Writer Anna Iovine came up with the term with the help of friends when they decided people who orbit are keeping you "close enough to see each other; far enough to never talk."

Even if you haven't personally experienced orbiting, odds are you know someone who has. For example, my friend Amanda* just texted me this morning about a guy who has been orbiting her for years. Amanda and this guy dated casually for a few months until he completely fell off the face of the earth and stopped responding to her messages. Despite the fact that he wouldn't respond to her, he would still continue to watch her stories and like her pictures as though he was keeping tabs on her. Now it's three years later, Amanda has finally moved on and is happy in a new relationship but the guy still continues to watch every single one of her stories.

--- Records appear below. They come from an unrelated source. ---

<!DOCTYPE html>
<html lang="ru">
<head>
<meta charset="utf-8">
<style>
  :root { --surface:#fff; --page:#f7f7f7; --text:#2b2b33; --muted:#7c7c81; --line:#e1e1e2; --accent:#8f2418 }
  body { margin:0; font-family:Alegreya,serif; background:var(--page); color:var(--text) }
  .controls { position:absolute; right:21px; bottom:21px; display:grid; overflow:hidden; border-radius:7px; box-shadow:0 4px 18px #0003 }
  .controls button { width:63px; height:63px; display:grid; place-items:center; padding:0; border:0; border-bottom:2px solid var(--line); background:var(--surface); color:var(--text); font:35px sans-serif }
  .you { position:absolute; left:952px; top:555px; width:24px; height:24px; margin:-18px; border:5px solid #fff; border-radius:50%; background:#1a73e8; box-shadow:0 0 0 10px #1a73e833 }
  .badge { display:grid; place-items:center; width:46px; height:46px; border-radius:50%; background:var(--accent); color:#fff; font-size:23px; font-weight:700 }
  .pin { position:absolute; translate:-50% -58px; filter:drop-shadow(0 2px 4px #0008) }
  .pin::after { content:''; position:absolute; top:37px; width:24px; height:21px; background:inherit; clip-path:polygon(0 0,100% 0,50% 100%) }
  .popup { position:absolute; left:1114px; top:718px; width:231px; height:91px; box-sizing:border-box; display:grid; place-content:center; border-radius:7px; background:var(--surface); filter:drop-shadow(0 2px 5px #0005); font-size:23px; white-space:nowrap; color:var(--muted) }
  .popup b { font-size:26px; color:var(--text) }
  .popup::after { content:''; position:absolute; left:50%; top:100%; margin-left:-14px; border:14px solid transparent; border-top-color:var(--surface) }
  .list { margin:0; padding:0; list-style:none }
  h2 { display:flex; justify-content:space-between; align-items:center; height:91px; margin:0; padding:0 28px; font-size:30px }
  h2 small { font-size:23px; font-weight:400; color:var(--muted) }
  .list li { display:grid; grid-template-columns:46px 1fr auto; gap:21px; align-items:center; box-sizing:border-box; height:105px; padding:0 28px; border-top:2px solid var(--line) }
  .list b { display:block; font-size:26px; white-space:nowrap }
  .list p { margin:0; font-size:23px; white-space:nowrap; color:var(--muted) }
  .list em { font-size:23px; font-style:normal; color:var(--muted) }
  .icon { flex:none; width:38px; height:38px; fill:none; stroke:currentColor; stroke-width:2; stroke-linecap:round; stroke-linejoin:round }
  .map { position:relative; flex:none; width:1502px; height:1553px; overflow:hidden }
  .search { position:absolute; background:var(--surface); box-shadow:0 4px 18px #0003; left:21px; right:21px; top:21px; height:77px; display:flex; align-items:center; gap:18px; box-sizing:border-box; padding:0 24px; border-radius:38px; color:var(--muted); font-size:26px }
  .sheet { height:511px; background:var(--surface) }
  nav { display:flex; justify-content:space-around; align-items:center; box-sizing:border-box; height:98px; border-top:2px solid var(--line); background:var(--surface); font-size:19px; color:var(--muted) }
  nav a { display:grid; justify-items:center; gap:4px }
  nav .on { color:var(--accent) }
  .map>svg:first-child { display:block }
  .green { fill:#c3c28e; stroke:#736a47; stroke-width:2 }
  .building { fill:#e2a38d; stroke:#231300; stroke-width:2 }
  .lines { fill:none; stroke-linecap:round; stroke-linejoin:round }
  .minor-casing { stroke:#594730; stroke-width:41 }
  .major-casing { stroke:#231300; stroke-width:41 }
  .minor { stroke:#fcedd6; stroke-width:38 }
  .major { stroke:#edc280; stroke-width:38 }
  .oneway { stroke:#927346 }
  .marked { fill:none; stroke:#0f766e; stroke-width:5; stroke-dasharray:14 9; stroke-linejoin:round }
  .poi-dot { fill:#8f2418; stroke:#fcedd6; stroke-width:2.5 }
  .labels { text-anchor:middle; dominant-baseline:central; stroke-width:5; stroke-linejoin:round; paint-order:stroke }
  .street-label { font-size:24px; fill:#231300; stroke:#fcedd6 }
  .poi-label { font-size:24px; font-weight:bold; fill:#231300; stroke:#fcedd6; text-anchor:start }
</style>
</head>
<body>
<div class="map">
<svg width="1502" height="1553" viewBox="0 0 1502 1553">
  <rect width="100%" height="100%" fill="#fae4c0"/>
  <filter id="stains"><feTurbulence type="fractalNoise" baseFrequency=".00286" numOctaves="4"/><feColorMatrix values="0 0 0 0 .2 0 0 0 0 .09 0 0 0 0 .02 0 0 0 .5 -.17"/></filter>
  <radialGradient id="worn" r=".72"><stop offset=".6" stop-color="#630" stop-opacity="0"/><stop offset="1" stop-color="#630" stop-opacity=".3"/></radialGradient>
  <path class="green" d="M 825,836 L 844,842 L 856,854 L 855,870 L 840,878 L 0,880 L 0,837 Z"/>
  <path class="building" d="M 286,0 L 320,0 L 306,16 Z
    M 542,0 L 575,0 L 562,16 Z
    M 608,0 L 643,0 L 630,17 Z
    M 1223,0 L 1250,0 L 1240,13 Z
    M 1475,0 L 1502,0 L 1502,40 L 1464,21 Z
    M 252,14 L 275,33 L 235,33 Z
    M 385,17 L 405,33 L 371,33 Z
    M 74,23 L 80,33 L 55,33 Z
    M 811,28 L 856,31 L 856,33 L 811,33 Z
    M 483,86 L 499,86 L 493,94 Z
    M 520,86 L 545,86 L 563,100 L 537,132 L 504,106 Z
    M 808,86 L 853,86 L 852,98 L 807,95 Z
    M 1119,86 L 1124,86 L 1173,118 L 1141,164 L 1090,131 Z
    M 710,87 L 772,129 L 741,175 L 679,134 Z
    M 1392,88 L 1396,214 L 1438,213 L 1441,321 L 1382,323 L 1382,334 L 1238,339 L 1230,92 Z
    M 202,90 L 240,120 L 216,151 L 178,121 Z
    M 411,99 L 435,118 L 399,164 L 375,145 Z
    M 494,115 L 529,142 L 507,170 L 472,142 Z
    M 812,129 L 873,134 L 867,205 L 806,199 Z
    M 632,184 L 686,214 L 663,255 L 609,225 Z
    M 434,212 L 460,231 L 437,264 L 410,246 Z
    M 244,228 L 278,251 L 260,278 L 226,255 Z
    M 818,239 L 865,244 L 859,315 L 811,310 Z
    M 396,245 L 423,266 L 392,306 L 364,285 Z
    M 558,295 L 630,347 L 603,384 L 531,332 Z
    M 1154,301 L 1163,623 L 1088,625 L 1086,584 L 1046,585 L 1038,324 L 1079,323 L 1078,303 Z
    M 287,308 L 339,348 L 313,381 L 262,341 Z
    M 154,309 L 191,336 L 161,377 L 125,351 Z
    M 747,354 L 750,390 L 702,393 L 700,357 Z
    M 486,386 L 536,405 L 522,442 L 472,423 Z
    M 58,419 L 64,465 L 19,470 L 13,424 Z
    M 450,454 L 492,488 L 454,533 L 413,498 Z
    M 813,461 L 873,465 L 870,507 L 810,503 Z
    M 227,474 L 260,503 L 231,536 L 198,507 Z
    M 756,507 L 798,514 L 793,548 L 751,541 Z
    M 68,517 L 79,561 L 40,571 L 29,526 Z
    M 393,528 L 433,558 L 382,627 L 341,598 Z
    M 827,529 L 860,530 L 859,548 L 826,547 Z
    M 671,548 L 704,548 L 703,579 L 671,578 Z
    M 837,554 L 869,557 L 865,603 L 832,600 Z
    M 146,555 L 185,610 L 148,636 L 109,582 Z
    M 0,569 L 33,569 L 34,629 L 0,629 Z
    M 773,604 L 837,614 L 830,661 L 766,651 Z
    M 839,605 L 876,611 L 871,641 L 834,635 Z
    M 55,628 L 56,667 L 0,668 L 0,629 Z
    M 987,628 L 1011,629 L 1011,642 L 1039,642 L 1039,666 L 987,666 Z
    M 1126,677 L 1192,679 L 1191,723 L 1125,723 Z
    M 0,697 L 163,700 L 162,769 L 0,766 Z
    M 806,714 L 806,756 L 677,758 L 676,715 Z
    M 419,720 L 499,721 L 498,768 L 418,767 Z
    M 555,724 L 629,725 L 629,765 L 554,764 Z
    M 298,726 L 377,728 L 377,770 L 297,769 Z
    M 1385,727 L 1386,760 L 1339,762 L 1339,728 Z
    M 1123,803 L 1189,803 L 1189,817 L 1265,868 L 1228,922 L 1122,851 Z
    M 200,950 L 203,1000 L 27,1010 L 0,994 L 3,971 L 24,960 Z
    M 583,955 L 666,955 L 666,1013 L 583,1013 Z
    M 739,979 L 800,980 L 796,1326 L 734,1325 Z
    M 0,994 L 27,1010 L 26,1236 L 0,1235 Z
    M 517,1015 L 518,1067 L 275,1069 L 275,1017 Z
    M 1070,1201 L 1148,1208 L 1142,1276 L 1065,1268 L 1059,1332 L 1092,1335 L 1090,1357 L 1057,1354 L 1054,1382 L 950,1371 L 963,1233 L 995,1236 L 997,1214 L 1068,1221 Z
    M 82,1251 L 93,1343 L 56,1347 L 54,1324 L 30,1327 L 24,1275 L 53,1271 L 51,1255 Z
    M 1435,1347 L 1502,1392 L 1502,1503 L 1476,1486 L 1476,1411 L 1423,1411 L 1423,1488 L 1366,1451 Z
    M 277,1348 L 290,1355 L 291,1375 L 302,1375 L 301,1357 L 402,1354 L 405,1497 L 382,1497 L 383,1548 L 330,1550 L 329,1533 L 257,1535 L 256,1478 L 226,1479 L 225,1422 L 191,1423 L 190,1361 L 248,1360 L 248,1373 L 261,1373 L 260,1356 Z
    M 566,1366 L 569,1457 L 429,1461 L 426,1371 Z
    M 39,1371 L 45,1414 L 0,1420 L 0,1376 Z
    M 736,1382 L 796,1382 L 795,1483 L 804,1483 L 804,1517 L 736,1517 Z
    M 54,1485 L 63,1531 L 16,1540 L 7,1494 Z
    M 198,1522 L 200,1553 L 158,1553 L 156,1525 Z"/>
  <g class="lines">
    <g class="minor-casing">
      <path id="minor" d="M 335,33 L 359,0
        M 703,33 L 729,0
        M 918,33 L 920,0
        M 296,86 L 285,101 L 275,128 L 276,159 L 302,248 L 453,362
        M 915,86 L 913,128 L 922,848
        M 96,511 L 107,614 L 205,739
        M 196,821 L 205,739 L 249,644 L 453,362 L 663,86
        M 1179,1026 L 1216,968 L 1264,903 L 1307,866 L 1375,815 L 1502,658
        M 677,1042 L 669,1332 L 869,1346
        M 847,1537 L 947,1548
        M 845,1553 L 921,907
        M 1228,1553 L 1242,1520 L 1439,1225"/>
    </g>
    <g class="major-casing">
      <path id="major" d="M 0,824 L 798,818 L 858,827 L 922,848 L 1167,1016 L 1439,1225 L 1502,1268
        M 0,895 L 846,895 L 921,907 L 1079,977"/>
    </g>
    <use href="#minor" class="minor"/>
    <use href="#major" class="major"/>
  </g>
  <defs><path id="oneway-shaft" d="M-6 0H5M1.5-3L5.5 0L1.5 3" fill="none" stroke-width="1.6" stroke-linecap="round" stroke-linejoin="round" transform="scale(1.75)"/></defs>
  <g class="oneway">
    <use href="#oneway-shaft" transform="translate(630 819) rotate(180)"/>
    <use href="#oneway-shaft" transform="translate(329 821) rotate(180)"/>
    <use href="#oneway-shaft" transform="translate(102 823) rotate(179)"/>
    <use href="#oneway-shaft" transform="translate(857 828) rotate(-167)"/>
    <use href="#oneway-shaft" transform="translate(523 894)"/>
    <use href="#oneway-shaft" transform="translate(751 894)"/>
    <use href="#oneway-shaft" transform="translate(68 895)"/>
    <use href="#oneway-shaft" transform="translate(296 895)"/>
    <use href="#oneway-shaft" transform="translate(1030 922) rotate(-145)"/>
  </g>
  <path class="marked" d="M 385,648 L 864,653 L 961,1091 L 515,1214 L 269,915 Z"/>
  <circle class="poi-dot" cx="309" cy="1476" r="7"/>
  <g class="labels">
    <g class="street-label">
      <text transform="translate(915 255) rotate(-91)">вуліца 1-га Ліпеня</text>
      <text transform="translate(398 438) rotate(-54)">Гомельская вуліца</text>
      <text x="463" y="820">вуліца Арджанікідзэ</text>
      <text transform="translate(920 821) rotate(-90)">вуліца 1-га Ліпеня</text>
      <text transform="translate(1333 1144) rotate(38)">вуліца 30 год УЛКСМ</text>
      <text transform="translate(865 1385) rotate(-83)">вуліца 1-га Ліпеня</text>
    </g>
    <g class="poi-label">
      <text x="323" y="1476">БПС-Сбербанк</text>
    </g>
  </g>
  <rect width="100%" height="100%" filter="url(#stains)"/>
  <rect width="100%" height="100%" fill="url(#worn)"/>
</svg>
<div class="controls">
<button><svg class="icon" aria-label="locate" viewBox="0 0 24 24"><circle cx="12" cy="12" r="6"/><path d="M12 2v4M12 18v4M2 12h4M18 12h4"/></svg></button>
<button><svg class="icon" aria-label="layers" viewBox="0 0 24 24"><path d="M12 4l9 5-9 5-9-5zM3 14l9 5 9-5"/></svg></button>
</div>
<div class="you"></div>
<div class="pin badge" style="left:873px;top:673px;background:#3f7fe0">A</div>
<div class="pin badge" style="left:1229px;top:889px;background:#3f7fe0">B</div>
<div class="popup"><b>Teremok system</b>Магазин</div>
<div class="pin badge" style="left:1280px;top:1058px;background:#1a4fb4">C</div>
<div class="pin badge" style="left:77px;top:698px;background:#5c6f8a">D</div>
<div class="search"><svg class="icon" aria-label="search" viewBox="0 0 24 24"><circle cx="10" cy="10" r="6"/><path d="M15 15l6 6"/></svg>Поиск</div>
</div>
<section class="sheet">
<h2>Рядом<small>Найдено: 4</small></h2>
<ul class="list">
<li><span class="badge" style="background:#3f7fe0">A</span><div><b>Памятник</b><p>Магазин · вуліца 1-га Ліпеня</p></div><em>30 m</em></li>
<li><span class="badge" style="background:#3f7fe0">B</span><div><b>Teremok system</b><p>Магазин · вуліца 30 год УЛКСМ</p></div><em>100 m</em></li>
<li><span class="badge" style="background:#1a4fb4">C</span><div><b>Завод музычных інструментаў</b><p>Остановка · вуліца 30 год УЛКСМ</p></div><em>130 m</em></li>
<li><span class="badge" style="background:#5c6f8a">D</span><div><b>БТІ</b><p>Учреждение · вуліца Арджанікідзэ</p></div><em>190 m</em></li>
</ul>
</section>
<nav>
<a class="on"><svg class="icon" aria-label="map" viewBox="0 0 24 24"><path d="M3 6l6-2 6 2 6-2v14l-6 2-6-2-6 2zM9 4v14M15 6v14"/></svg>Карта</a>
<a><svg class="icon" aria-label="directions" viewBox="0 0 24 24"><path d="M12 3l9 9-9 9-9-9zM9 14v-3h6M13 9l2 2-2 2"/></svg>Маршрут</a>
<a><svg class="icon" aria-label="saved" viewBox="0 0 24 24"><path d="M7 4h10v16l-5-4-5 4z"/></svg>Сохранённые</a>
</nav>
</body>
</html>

In fact, I have to admit that I've been guilty of orbiting from time to time. I'm happily in a relationship right now but, I admittedly ghosted my fair share of guys in my single days some of whom I still remain connected to on social media. As a result, I catch myself watching their stories from time to time.

Man Repeller cites three potential causes of orbiting: it's a power move meant to note that the orbiter want to be on friendly terms even if they aren't putting in a whole lot of effort to do so; they have no idea you can see their stories; or they want to stay connected in case they want to rekindle things later on.

For me, personally, I have to say my motivation for watching the stories varies based on the app. Instagram automatically shifts from one story to the next so there really isn't any effort being put into the fact that I watched the story of a guy I ghosted years ago. He just happened to come on my screen and I continued to watch as a result of what I'll chalk up to as boredom.

Snapchat, on the other hand, requires a little more effort on my part. Because their stories don't automatically shift, I find myself selectively choosing which stories I watch and which I don't. So, in this case, I will say watching the stories of the guys I ghosted comes about as a unique combination of curiosity and guilt. Part of wants to remain on friendly terms with these guys; part of me wants to make sure they're doing well, even though I haven't talked to them in years.

Now, obviously I can't speak for everyone who has ever orbited, but that's my own personal reasoning for doing it. Hopefully it gives you a little insight into the mind of an orbiter. And if any of the guys I'm orbiting are upset with me for doing so, please LMK, and I promise I'll stop!